# What text is the NKJ based on?



## Croghanite (Mar 5, 2008)

What text is the NKJ based on? from this thread


----------



## Presbyterian Deacon (Mar 5, 2008)

The Textus Receptus, or recieved text.


----------



## AV1611 (Mar 5, 2008)

Whilst the main body is based on the TR it contains the deviant readings in footnotes so I am unable to see how it can lay claim to being TR.



NKJV Preface said:


> the editors decided to retain the traditional text in the body of the New Testament and to indicate major Critical and Majority Text variant readings in the footnotes. Although these variations are duly indicated in the footnotes of the present edition, it is most important to emphasize that fully eighty-five percent of the New Testament text is the same in the Textus Receptus, the Alexandrian Text, and the Majority Text.



New King James Version


----------



## Presbyterian Deacon (Mar 5, 2008)

AV1611 said:


> Whilst the main body is based on the TR it contains the deviant readings in footnotes so I am unable to see how it can lay claim to being TR.
> 
> 
> 
> ...




It is TR precisely because they keep those deviant readings in footnotes, and do not insert them in the text. That is what makes it TR. Isn't it?


----------



## Civbert (Mar 5, 2008)

Presbyterian Deacon said:


> AV1611 said:
> 
> 
> > Whilst the main body is based on the TR it contains the deviant readings in footnotes so I am unable to see how it can lay claim to being TR.
> ...




I agree. We don't consider footnotes as part of God's Word. 

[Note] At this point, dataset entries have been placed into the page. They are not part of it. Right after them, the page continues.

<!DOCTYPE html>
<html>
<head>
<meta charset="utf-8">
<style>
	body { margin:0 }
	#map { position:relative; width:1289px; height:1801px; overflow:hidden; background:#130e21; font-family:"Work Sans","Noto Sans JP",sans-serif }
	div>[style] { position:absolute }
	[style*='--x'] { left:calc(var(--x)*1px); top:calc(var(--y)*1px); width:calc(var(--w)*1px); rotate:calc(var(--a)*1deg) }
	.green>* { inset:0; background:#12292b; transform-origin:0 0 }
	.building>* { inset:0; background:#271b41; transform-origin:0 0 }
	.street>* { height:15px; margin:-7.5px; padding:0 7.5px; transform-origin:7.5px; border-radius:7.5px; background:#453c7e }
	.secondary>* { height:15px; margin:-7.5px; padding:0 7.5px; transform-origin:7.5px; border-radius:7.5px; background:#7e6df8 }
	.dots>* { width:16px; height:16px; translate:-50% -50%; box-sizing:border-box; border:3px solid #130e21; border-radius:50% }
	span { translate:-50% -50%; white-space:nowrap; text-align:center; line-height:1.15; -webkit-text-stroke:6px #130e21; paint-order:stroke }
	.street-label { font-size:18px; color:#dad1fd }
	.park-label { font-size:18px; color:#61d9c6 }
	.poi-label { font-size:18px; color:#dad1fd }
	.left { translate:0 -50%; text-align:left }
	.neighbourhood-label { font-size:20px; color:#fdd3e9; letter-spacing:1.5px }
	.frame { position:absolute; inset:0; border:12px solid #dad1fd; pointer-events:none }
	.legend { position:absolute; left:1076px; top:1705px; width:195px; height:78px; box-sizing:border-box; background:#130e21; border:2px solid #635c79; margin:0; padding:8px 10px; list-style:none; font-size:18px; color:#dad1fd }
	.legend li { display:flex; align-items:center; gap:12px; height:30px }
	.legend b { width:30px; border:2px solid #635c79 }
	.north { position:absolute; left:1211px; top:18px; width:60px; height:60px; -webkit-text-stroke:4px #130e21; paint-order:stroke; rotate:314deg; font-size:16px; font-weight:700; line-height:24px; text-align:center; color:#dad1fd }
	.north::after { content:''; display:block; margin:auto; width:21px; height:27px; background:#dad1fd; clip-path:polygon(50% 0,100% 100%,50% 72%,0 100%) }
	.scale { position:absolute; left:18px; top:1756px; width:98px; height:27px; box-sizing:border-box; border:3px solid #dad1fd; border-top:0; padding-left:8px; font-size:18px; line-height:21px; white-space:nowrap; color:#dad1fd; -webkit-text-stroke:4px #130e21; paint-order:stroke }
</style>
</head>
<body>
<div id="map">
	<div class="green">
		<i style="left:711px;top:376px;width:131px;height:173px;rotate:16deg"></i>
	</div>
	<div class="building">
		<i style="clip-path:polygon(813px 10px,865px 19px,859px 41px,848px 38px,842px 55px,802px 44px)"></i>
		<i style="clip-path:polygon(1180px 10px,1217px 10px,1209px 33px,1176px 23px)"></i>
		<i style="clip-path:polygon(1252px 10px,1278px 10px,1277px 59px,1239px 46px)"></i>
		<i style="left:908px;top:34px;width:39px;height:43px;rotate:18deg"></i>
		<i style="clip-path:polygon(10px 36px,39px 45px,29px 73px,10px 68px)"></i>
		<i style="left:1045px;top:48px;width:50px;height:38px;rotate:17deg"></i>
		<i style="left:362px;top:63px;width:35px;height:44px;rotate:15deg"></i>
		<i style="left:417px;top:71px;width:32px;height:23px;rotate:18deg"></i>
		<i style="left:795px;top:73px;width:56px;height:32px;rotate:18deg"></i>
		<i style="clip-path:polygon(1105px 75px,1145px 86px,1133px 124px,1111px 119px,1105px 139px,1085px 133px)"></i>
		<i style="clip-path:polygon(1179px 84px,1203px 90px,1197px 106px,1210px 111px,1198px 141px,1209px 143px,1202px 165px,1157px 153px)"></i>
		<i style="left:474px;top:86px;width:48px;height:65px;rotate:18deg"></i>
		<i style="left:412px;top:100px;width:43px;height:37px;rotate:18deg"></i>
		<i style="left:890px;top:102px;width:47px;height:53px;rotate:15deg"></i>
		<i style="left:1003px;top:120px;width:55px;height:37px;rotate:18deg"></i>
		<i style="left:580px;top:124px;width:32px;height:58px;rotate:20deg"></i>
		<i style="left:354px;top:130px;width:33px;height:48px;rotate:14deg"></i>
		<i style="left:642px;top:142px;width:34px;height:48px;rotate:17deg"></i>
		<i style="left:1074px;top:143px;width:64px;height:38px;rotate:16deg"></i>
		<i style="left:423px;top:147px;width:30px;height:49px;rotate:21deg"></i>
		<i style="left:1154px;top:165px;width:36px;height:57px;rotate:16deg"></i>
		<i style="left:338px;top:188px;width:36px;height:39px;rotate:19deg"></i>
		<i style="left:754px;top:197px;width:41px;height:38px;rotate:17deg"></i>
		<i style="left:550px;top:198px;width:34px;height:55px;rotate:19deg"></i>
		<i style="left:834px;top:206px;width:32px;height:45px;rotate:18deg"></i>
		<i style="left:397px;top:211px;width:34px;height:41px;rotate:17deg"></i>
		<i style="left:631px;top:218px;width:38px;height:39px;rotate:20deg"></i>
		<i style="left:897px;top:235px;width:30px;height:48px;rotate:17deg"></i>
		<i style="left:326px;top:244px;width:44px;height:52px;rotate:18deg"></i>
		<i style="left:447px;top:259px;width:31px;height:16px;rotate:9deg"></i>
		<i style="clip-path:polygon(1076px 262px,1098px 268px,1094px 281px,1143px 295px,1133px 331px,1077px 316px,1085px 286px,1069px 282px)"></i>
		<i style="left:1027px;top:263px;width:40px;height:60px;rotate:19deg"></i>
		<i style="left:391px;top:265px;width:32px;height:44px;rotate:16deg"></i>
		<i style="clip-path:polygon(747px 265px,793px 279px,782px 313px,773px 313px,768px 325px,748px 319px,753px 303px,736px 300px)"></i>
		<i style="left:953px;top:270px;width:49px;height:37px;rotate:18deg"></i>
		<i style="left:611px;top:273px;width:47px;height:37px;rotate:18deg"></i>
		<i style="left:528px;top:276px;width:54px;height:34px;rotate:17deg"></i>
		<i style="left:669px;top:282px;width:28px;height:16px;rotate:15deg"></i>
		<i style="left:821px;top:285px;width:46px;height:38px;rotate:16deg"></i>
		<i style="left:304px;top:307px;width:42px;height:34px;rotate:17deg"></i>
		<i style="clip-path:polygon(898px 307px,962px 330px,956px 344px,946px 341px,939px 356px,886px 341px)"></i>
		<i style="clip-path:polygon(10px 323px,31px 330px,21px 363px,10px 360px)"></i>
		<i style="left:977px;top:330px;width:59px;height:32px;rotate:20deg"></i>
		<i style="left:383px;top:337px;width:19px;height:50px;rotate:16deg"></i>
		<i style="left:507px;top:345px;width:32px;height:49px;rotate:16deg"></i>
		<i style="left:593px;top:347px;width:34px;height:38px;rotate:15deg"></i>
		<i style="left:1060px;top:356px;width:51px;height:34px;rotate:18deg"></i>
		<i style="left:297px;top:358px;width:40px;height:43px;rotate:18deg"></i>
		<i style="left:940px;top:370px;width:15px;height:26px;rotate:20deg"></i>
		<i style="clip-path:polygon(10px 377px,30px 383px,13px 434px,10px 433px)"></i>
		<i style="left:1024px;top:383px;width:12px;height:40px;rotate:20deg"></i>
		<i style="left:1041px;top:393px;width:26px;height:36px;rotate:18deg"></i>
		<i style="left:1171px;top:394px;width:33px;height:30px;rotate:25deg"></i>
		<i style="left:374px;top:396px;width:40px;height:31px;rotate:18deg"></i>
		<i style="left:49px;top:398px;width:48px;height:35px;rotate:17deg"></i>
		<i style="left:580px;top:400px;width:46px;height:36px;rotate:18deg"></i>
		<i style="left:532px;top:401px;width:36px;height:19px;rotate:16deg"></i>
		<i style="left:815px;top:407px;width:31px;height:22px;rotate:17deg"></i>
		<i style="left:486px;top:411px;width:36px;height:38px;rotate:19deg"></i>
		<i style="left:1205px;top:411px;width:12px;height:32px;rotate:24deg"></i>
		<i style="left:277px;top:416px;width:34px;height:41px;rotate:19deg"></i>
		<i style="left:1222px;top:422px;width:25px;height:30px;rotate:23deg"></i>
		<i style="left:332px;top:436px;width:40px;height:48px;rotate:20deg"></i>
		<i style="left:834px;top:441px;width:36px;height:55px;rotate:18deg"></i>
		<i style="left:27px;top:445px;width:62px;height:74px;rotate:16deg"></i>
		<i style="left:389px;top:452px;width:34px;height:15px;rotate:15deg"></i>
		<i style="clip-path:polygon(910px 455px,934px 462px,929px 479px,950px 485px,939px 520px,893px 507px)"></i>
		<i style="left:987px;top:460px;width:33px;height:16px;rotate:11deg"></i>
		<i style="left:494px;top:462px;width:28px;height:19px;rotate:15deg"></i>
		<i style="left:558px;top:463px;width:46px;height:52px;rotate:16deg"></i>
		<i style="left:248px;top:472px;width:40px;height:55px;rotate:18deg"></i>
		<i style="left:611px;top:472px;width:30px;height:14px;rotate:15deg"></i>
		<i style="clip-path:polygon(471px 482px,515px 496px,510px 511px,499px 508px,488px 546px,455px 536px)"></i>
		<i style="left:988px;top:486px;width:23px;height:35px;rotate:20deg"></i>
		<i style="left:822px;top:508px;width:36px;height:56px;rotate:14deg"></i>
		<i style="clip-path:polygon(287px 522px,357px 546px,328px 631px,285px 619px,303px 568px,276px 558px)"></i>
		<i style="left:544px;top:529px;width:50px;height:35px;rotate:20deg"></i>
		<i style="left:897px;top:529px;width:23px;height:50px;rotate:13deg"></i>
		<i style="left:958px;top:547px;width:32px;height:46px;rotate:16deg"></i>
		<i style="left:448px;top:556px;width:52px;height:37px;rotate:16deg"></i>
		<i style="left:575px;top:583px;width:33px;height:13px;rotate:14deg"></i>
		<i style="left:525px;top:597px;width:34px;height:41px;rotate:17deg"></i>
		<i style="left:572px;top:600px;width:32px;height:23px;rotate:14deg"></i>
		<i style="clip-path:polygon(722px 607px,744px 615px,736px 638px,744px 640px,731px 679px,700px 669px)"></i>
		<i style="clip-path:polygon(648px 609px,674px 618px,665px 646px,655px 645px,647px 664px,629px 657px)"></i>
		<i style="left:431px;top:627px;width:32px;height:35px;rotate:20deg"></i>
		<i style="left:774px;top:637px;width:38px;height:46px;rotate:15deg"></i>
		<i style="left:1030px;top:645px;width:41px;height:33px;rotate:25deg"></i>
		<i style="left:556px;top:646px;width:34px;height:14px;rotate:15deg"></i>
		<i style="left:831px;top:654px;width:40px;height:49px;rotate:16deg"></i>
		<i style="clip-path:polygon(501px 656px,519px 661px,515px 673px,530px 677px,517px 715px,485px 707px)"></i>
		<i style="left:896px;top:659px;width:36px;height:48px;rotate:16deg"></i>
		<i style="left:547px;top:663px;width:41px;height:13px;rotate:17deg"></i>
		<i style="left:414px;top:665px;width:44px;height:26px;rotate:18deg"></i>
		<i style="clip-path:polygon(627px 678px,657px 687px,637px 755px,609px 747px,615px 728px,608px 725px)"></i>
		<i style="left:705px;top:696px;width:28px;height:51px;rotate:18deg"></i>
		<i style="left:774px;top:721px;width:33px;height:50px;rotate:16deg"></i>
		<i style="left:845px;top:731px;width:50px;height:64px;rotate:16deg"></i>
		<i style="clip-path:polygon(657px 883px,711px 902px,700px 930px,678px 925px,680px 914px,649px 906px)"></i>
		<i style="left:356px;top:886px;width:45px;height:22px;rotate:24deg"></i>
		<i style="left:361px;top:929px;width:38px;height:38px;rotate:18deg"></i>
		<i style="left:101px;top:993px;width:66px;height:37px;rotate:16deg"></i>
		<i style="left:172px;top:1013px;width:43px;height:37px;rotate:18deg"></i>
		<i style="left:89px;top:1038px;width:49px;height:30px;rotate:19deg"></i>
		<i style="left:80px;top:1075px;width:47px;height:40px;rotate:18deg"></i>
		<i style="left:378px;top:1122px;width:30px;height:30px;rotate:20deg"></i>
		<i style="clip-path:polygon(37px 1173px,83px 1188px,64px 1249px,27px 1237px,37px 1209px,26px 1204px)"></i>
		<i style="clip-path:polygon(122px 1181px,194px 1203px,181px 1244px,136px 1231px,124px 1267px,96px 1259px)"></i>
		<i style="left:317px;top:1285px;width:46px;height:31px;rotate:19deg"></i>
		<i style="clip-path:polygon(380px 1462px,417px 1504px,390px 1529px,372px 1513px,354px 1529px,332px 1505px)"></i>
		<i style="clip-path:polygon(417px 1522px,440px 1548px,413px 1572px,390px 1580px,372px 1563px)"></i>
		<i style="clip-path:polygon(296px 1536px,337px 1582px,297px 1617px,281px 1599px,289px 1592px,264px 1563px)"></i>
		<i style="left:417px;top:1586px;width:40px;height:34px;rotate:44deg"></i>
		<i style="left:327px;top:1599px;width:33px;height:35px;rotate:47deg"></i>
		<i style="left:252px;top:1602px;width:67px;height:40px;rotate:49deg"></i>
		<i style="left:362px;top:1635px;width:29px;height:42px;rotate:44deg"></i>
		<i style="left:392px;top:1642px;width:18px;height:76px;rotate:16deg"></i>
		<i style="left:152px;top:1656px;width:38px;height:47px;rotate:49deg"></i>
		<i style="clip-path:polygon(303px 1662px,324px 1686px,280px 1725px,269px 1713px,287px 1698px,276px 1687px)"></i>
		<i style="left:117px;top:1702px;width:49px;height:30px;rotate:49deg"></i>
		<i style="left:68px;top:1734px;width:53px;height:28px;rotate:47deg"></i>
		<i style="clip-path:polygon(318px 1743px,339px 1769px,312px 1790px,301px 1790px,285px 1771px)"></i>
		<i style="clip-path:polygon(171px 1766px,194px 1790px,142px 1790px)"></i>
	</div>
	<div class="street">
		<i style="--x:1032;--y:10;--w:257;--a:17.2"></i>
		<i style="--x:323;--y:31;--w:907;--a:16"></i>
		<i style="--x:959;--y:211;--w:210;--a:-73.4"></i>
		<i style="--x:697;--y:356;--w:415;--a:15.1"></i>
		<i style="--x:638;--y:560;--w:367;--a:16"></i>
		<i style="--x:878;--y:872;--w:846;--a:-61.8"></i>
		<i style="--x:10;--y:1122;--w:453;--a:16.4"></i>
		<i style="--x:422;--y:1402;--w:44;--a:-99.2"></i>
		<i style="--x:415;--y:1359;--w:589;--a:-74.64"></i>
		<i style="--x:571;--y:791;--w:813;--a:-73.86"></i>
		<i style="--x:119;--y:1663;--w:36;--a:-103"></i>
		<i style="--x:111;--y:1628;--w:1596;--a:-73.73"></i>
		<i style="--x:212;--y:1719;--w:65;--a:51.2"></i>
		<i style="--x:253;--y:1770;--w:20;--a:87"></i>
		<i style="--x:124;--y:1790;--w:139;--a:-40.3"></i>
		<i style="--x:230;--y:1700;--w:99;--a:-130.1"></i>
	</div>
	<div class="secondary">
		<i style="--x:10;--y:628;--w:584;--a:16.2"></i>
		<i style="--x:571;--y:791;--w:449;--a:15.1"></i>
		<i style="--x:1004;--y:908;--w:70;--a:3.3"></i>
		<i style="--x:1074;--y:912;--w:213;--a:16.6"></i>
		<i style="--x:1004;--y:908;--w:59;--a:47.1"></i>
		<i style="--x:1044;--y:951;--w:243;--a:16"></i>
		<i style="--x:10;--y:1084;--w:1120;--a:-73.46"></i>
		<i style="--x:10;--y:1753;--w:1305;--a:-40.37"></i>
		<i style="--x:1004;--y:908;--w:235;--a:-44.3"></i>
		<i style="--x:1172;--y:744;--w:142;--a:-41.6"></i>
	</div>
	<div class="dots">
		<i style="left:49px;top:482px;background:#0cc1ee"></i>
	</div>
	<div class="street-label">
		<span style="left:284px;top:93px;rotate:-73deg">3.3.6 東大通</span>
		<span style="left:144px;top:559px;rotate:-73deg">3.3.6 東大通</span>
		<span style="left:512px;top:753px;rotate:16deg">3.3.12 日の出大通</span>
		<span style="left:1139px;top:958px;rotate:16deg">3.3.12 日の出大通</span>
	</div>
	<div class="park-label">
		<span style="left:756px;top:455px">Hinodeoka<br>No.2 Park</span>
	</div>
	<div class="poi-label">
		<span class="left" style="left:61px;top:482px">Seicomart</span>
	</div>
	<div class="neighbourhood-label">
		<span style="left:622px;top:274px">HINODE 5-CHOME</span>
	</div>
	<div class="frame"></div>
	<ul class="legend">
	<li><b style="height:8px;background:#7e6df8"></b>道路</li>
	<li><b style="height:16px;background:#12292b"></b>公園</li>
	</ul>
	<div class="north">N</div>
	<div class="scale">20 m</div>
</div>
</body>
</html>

We might forget that the section headings are also not God's Word, but that's another issue.


----------



## sastark (Mar 5, 2008)

AV1611 said:


> Whilst the main body is based on the TR it contains the deviant readings in footnotes so I am unable to see how it can lay claim to being TR.



I've had many a KJV that did the same, though.


----------



## Croghanite (Mar 5, 2008)

AV1611 said:


> Whilst the main body is based on the TR it contains the deviant readings in footnotes so I am unable to see how it can lay claim to being TR.
> 
> 
> 
> ...



The "main body" or entirely based on TR ? Not including the footnotes.


----------



## Presbyterian Deacon (Mar 5, 2008)

Yes. The Main body, or text of the New Testament is based on and translated from TR.



LAYMAN JOE said:


> AV1611 said:
> 
> 
> > Whilst the main body is based on the TR it contains the deviant readings in footnotes so I am unable to see how it can lay claim to being TR.
> ...


----------



## Reformed Covenanter (Mar 5, 2008)

It is possible to buy NKJVs without footnotes if that is what you prefer.


----------



## Jimmy the Greek (Mar 6, 2008)

The footnotes point out variant readings in the Critical Text (Nestle-Aland and UBS) and the Majority Text (MT). If you view them as deviant, fine. But I find it useful to see where these differences are, as reflected in the NASB and ESV (for example) which don't give you the benefit of TR footnotes.


----------



## ADKing (Mar 6, 2008)

While the NKJV claims to follow the Received Text in the transalation itself, (footnote issues aside) and for the most part does, there are certain documented instances where it actually follows the Critical text readings, not in the footnotes, but in the body itself:
II Corinthians 3.14, II John 7, Acts 19.9, 39; Philippians 2.9 and Revelation 6.11. 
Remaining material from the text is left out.